> [Task prompt] Every entry here needs to be repeated exactly.
§
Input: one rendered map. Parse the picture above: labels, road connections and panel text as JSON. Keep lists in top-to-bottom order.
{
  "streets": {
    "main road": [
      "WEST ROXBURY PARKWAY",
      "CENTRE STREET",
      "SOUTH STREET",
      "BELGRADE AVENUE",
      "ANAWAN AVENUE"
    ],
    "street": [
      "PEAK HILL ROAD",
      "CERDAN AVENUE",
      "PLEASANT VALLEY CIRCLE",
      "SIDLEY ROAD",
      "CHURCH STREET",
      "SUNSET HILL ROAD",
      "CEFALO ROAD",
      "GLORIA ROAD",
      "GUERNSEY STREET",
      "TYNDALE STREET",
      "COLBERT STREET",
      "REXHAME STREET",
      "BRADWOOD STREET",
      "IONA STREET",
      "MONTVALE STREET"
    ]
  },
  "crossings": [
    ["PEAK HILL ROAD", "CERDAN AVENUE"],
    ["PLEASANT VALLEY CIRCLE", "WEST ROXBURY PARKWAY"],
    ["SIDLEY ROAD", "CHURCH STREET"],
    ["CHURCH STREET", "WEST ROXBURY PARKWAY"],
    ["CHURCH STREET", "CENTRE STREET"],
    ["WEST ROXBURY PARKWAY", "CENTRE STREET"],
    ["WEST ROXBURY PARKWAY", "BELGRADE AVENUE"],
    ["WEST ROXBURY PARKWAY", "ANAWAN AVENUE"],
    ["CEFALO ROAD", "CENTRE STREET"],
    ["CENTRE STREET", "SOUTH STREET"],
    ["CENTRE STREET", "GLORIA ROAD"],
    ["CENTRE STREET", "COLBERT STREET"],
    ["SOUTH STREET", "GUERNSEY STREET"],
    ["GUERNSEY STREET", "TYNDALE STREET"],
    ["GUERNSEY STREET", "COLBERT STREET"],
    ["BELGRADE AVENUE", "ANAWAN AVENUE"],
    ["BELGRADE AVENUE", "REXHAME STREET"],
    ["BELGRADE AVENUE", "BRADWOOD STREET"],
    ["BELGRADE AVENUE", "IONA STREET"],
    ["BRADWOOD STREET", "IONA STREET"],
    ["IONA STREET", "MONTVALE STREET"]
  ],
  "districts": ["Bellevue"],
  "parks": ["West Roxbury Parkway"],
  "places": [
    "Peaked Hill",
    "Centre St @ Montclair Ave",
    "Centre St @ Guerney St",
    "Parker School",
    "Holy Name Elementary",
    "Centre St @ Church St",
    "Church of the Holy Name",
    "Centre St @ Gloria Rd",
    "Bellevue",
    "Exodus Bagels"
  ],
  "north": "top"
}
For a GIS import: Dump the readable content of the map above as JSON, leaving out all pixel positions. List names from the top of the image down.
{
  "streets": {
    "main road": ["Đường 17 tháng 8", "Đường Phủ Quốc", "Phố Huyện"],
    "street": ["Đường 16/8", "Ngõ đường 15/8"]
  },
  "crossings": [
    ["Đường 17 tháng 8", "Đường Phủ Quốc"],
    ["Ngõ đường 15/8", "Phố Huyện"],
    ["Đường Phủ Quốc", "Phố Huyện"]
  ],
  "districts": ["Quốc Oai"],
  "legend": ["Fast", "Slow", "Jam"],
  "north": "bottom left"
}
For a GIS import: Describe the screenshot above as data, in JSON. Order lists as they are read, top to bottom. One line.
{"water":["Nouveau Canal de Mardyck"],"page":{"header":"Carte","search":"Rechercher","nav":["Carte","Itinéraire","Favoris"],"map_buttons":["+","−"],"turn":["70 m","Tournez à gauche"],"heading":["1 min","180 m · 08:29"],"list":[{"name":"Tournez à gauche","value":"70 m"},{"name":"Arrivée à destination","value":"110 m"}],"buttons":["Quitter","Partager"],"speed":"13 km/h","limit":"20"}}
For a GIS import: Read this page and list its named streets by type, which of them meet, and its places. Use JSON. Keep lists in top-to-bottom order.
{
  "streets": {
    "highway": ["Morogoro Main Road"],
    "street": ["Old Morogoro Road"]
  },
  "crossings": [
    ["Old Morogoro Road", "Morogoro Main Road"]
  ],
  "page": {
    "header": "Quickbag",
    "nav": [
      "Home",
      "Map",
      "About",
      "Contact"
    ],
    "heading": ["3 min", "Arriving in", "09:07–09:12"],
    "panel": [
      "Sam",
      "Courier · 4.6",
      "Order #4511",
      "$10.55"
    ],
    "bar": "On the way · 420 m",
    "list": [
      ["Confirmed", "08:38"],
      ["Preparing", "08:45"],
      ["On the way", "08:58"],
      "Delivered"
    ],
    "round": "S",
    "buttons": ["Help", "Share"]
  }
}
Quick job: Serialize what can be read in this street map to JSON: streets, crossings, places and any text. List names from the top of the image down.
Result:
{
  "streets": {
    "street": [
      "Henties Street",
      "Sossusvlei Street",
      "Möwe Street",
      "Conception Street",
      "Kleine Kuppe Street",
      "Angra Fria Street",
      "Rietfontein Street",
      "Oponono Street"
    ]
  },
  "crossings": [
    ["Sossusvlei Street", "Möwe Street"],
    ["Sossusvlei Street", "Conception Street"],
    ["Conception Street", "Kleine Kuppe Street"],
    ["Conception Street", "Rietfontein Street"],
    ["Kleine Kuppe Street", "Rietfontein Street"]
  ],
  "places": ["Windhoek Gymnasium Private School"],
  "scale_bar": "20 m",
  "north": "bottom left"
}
§
> [Response below]
Input: one rendered map. Parse the picture above: labels, road connections and panel text as JSON. Keep lists in top-to-bottom order.
{
  "streets": {
    "main road": [
      "WEST ROXBURY PARKWAY",
      "CENTRE STREET",
      "SOUTH STREET",
      "BELGRADE AVENUE",
      "ANAWAN AVENUE"
    ],
    "street": [
      "PEAK HILL ROAD",
      "CERDAN AVENUE",
      "PLEASANT VALLEY CIRCLE",
      "SIDLEY ROAD",
      "CHURCH STREET",
      "SUNSET HILL ROAD",
      "CEFALO ROAD",
      "GLORIA ROAD",
      "GUERNSEY STREET",
      "TYNDALE STREET",
      "COLBERT STREET",
      "REXHAME STREET",
      "BRADWOOD STREET",
      "IONA STREET",
      "MONTVALE STREET"
    ]
  },
  "crossings": [
    ["PEAK HILL ROAD", "CERDAN AVENUE"],
    ["PLEASANT VALLEY CIRCLE", "WEST ROXBURY PARKWAY"],
    ["SIDLEY ROAD", "CHURCH STREET"],
    ["CHURCH STREET", "WEST ROXBURY PARKWAY"],
    ["CHURCH STREET", "CENTRE STREET"],
    ["WEST ROXBURY PARKWAY", "CENTRE STREET"],
    ["WEST ROXBURY PARKWAY", "BELGRADE AVENUE"],
    ["WEST ROXBURY PARKWAY", "ANAWAN AVENUE"],
    ["CEFALO ROAD", "CENTRE STREET"],
    ["CENTRE STREET", "SOUTH STREET"],
    ["CENTRE STREET", "GLORIA ROAD"],
    ["CENTRE STREET", "COLBERT STREET"],
    ["SOUTH STREET", "GUERNSEY STREET"],
    ["GUERNSEY STREET", "TYNDALE STREET"],
    ["GUERNSEY STREET", "COLBERT STREET"],
    ["BELGRADE AVENUE", "ANAWAN AVENUE"],
    ["BELGRADE AVENUE", "REXHAME STREET"],
    ["BELGRADE AVENUE", "BRADWOOD STREET"],
    ["BELGRADE AVENUE", "IONA STREET"],
    ["BRADWOOD STREET", "IONA STREET"],
    ["IONA STREET", "MONTVALE STREET"]
  ],
  "districts": ["Bellevue"],
  "parks": ["West Roxbury Parkway"],
  "places": [
    "Peaked Hill",
    "Centre St @ Montclair Ave",
    "Centre St @ Guerney St",
    "Parker School",
    "Holy Name Elementary",
    "Centre St @ Church St",
    "Church of the Holy Name",
    "Centre St @ Gloria Rd",
    "Bellevue",
    "Exodus Bagels"
  ],
  "north": "top"
}
For a GIS import: Dump the readable content of the map above as JSON, leaving out all pixel positions. List names from the top of the image down.
{
  "streets": {
    "main road": ["Đường 17 tháng 8", "Đường Phủ Quốc", "Phố Huyện"],
    "street": ["Đường 16/8", "Ngõ đường 15/8"]
  },
  "crossings": [
    ["Đường 17 tháng 8", "Đường Phủ Quốc"],
    ["Ngõ đường 15/8", "Phố Huyện"],
    ["Đường Phủ Quốc", "Phố Huyện"]
  ],
  "districts": ["Quốc Oai"],
  "legend": ["Fast", "Slow", "Jam"],
  "north": "bottom left"
}
For a GIS import: Describe the screenshot above as data, in JSON. Order lists as they are read, top to bottom. One line.
{"water":["Nouveau Canal de Mardyck"],"page":{"header":"Carte","search":"Rechercher","nav":["Carte","Itinéraire","Favoris"],"map_buttons":["+","−"],"turn":["70 m","Tournez à gauche"],"heading":["1 min","180 m · 08:29"],"list":[{"name":"Tournez à gauche","value":"70 m"},{"name":"Arrivée à destination","value":"110 m"}],"buttons":["Quitter","Partager"],"speed":"13 km/h","limit":"20"}}
For a GIS import: Read this page and list its named streets by type, which of them meet, and its places. Use JSON. Keep lists in top-to-bottom order.
{
  "streets": {
    "highway": ["Morogoro Main Road"],
    "street": ["Old Morogoro Road"]
  },
  "crossings": [
    ["Old Morogoro Road", "Morogoro Main Road"]
  ],
  "page": {
    "header": "Quickbag",
    "nav": [
      "Home",
      "Map",
      "About",
      "Contact"
    ],
    "heading": ["3 min", "Arriving in", "09:07–09:12"],
    "panel": [
      "Sam",
      "Courier · 4.6",
      "Order #4511",
      "$10.55"
    ],
    "bar": "On the way · 420 m",
    "list": [
      ["Confirmed", "08:38"],
      ["Preparing", "08:45"],
      ["On the way", "08:58"],
      "Delivered"
    ],
    "round": "S",
    "buttons": ["Help", "Share"]
  }
}
Quick job: Serialize what can be read in this street map to JSON: streets, crossings, places and any text. List names from the top of the image down.
Result:
{
  "streets": {
    "street": [
      "Henties Street",
      "Sossusvlei Street",
      "Möwe Street",
      "Conception Street",
      "Kleine Kuppe Street",
      "Angra Fria Street",
      "Rietfontein Street",
      "Oponono Street"
    ]
  },
  "crossings": [
    ["Sossusvlei Street", "Möwe Street"],
    ["Sossusvlei Street", "Conception Street"],
    ["Conception Street", "Kleine Kuppe Street"],
    ["Conception Street", "Rietfontein Street"],
    ["Kleine Kuppe Street", "Rietfontein Street"]
  ],
  "places": ["Windhoek Gymnasium Private School"],
  "scale_bar": "20 m",
  "north": "bottom left"
}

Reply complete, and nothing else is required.